ASSIGNED TASK: For the data below, restate word for word only the lines from the line containing "5px,1271px 5px,1271px 235px,434px" through the line containing "579px,1258px 591px,1252px 638px,1192px", both ends included.

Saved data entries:
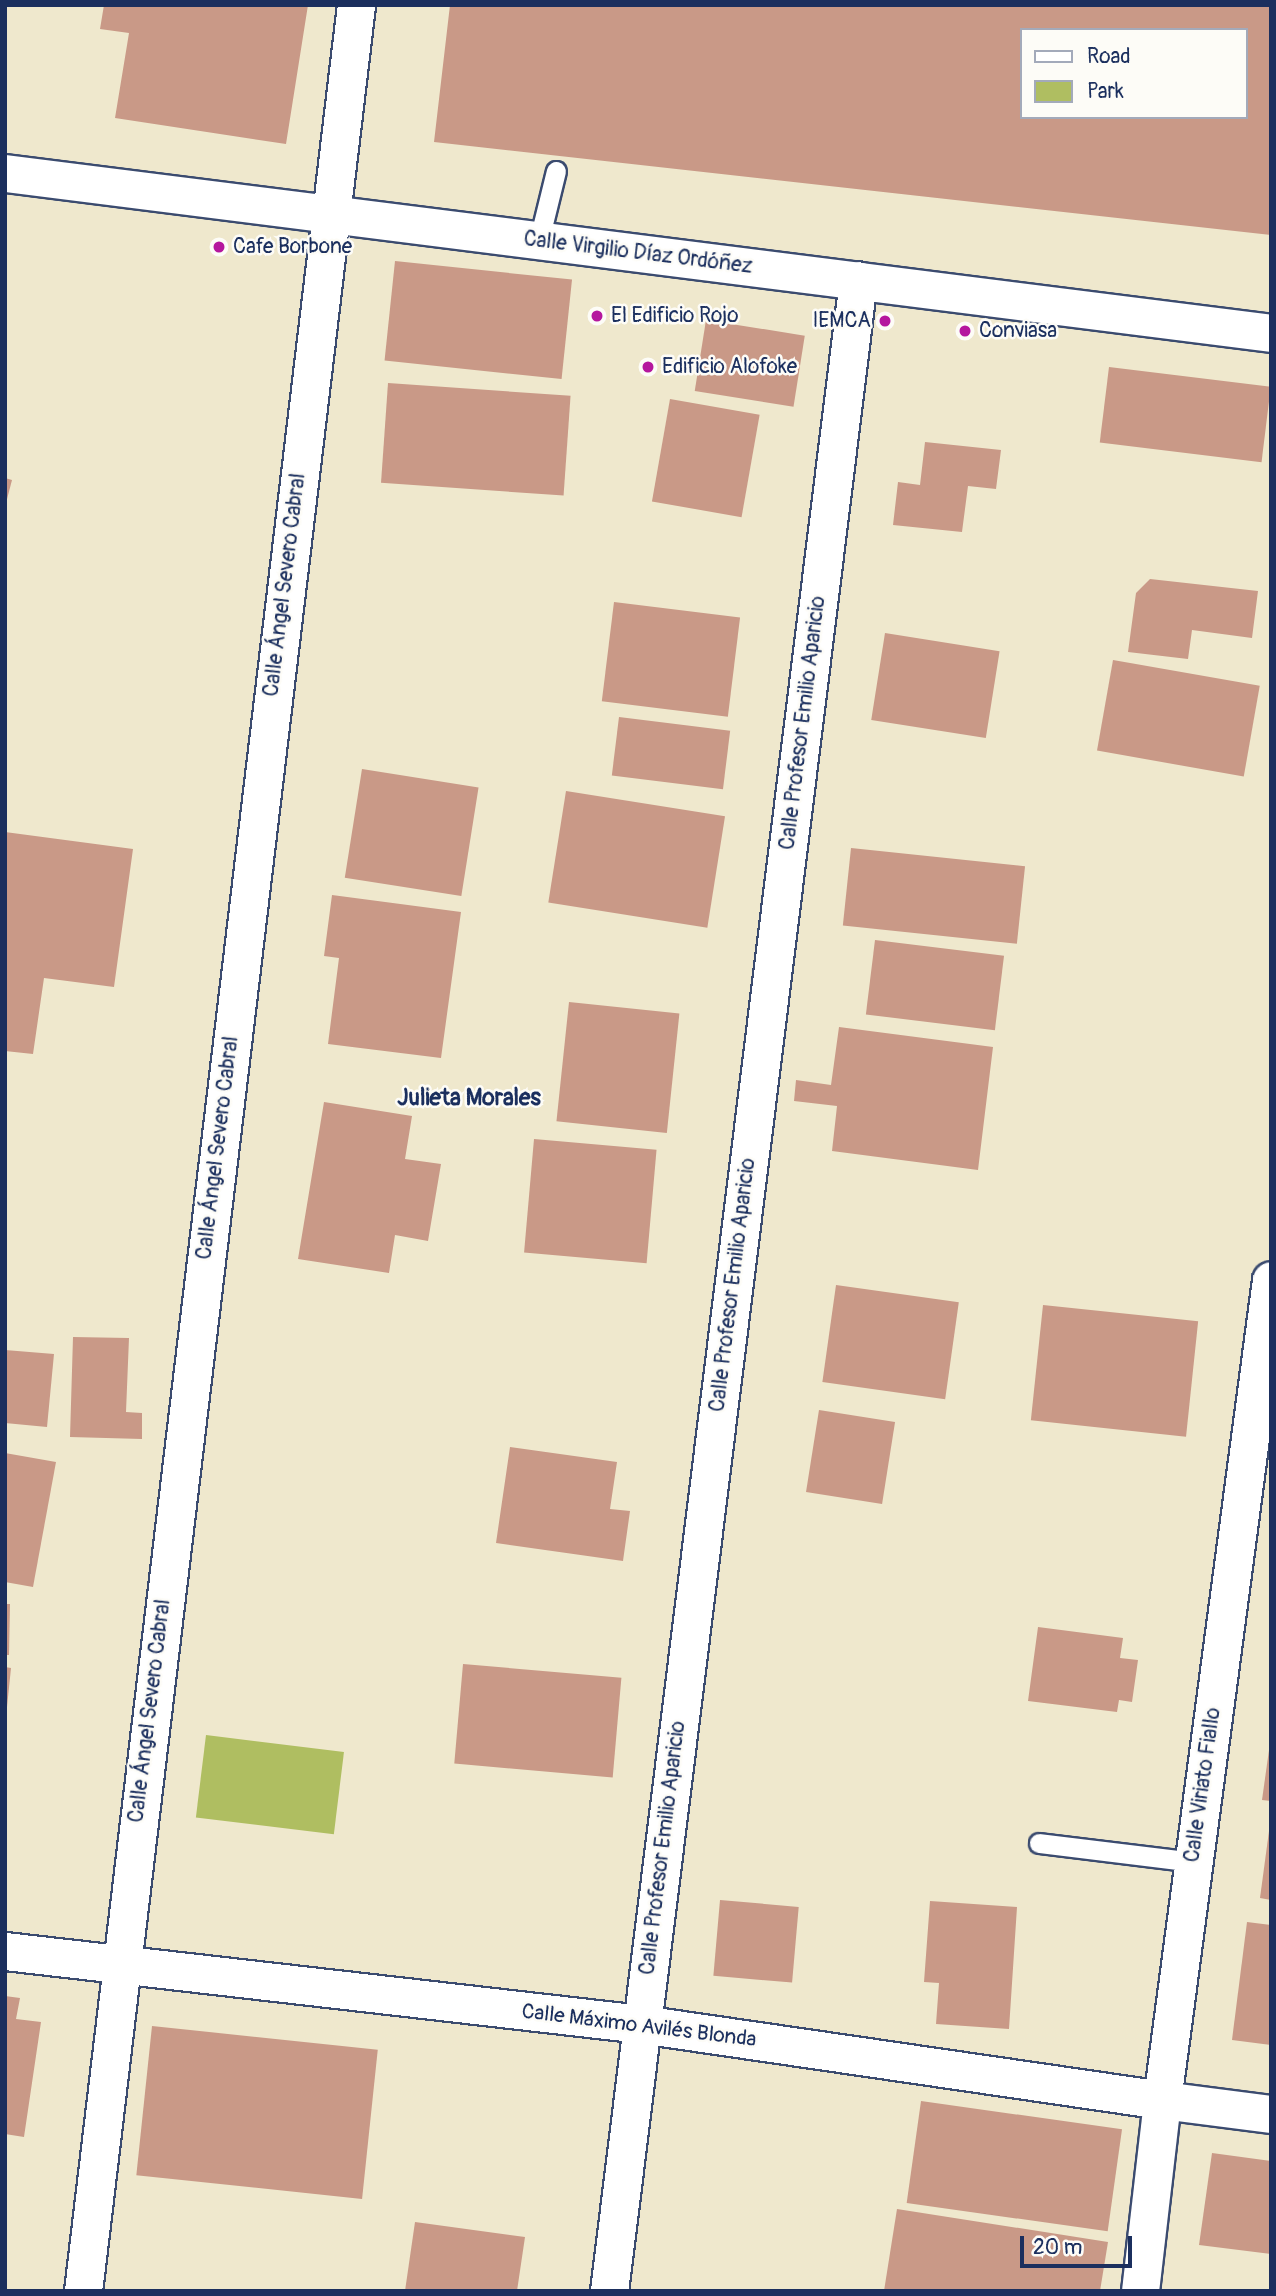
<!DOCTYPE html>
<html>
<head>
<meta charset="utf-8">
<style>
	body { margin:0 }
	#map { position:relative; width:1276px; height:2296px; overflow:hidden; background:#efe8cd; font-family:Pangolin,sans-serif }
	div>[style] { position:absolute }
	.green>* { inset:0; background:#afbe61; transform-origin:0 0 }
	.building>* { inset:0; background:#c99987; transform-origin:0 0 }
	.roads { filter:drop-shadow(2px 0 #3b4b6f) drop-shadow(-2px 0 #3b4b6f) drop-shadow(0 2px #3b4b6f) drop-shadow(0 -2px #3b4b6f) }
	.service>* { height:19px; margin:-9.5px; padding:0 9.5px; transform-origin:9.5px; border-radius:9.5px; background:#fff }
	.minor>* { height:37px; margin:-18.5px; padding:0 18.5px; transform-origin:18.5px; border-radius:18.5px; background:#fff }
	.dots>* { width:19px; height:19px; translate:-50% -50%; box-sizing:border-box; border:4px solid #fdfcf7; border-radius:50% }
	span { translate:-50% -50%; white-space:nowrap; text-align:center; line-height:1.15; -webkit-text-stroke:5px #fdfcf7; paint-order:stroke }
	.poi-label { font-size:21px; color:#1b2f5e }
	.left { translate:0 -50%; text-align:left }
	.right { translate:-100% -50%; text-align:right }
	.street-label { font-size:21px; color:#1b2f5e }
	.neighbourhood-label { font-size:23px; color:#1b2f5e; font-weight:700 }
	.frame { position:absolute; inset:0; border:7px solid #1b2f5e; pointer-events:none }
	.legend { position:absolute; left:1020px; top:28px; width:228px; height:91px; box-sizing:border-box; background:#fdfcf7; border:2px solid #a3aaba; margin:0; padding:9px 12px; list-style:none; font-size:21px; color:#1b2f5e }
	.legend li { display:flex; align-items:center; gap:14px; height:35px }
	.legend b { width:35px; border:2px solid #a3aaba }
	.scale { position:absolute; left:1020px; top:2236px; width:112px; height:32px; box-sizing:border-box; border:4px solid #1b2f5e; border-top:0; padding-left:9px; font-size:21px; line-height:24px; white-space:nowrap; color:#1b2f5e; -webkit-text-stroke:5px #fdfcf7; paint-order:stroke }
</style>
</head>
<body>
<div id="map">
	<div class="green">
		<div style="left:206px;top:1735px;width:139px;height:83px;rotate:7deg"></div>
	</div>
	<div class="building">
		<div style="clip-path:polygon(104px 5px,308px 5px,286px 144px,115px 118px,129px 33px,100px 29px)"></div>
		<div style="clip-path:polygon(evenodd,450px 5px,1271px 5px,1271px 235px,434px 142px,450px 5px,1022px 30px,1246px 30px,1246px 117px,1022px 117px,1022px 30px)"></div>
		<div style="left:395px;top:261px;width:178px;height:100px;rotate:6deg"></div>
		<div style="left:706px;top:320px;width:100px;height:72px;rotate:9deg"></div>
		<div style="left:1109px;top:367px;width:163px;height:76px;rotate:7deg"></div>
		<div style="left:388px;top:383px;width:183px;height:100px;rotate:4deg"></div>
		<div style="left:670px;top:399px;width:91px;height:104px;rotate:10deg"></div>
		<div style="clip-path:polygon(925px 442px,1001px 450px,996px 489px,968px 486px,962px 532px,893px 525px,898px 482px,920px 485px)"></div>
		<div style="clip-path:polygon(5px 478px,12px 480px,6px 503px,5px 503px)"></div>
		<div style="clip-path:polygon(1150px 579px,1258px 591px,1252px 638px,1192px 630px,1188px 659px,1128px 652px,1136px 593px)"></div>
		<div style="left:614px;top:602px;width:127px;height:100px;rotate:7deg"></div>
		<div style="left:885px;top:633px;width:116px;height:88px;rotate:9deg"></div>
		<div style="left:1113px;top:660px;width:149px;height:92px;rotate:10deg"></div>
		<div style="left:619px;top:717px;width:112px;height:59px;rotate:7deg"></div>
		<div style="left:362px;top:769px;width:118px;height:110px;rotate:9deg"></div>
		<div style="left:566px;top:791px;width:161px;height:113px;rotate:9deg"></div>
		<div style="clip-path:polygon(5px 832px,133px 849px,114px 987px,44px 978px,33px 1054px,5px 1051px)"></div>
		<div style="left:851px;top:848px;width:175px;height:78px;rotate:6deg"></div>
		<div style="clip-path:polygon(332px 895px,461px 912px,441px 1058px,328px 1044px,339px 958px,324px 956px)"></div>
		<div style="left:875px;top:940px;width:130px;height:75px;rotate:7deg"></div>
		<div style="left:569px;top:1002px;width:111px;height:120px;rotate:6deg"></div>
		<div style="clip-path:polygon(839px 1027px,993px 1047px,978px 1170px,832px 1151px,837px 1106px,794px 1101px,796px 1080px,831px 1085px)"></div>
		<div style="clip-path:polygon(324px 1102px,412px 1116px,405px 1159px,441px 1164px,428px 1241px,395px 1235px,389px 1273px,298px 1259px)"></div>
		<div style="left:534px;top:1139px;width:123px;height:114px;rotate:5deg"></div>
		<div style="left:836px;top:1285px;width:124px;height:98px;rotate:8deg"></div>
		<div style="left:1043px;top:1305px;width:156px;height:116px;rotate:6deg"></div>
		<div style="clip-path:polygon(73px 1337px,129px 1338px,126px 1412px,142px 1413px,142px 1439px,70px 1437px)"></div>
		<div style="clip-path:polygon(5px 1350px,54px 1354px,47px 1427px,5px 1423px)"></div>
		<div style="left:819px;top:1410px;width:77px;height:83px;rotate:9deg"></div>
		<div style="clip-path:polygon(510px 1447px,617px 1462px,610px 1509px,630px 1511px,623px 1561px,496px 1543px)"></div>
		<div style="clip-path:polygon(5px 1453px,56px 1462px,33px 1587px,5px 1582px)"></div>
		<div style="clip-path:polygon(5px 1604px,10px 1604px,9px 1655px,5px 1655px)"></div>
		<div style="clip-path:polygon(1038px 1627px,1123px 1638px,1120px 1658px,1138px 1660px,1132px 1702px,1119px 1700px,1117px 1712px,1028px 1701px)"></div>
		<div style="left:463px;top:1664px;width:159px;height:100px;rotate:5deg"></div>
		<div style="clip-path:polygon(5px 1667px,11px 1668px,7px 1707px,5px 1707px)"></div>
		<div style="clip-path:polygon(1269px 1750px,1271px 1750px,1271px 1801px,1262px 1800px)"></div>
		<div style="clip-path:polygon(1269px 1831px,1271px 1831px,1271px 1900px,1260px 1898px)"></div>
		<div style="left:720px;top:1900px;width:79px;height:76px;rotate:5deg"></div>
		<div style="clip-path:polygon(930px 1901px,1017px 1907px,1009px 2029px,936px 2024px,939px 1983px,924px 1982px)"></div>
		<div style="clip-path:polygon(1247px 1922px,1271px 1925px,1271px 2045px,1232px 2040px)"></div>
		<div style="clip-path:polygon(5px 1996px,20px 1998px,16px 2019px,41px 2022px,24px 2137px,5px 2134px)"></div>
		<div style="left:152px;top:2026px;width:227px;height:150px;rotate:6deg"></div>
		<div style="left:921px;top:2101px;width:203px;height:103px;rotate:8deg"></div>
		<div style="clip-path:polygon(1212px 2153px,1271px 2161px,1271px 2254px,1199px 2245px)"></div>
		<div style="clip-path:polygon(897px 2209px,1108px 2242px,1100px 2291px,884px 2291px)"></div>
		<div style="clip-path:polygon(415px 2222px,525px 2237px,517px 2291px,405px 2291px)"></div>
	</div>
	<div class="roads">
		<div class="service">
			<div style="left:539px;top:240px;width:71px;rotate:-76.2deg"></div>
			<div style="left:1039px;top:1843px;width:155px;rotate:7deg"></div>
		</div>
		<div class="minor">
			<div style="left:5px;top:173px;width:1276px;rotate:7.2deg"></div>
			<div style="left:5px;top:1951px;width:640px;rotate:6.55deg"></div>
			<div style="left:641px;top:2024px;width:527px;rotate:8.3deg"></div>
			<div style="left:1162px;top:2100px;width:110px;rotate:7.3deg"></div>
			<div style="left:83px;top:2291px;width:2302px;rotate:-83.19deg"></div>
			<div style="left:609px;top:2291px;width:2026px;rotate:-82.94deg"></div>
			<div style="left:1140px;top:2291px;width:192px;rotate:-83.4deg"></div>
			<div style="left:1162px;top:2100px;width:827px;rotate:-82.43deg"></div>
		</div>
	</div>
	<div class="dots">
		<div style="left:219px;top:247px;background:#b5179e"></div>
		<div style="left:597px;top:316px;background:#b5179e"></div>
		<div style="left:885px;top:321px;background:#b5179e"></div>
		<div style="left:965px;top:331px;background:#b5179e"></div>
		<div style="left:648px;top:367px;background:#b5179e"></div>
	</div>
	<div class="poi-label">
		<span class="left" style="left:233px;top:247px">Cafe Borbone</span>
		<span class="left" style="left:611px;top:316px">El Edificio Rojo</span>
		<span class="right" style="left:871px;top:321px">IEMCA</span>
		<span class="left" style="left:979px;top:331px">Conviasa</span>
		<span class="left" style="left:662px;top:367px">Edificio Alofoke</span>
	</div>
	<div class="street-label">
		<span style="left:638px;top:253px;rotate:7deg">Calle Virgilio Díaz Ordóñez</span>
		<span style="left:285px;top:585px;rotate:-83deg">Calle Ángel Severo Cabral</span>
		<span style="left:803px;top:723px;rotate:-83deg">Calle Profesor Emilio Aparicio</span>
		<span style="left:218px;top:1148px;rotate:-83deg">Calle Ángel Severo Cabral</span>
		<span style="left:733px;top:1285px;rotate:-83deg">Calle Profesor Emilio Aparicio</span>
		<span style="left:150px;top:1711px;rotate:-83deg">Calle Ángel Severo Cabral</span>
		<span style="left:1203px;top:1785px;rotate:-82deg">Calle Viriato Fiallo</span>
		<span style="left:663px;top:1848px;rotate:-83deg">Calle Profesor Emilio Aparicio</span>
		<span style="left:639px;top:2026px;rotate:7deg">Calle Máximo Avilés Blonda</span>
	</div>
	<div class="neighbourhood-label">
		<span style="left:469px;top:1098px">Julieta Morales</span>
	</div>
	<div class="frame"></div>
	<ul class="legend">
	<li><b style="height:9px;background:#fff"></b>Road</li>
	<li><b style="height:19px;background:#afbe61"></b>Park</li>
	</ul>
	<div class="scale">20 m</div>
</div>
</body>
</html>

OUTPUT BELOW:
		<div style="clip-path:polygon(evenodd,450px 5px,1271px 5px,1271px 235px,434px 142px,450px 5px,1022px 30px,1246px 30px,1246px 117px,1022px 117px,1022px 30px)"></div>
		<div style="left:395px;top:261px;width:178px;height:100px;rotate:6deg"></div>
		<div style="left:706px;top:320px;width:100px;height:72px;rotate:9deg"></div>
		<div style="left:1109px;top:367px;width:163px;height:76px;rotate:7deg"></div>
		<div style="left:388px;top:383px;width:183px;height:100px;rotate:4deg"></div>
		<div style="left:670px;top:399px;width:91px;height:104px;rotate:10deg"></div>
		<div style="clip-path:polygon(925px 442px,1001px 450px,996px 489px,968px 486px,962px 532px,893px 525px,898px 482px,920px 485px)"></div>
		<div style="clip-path:polygon(5px 478px,12px 480px,6px 503px,5px 503px)"></div>
		<div style="clip-path:polygon(1150px 579px,1258px 591px,1252px 638px,1192px 630px,1188px 659px,1128px 652px,1136px 593px)"></div>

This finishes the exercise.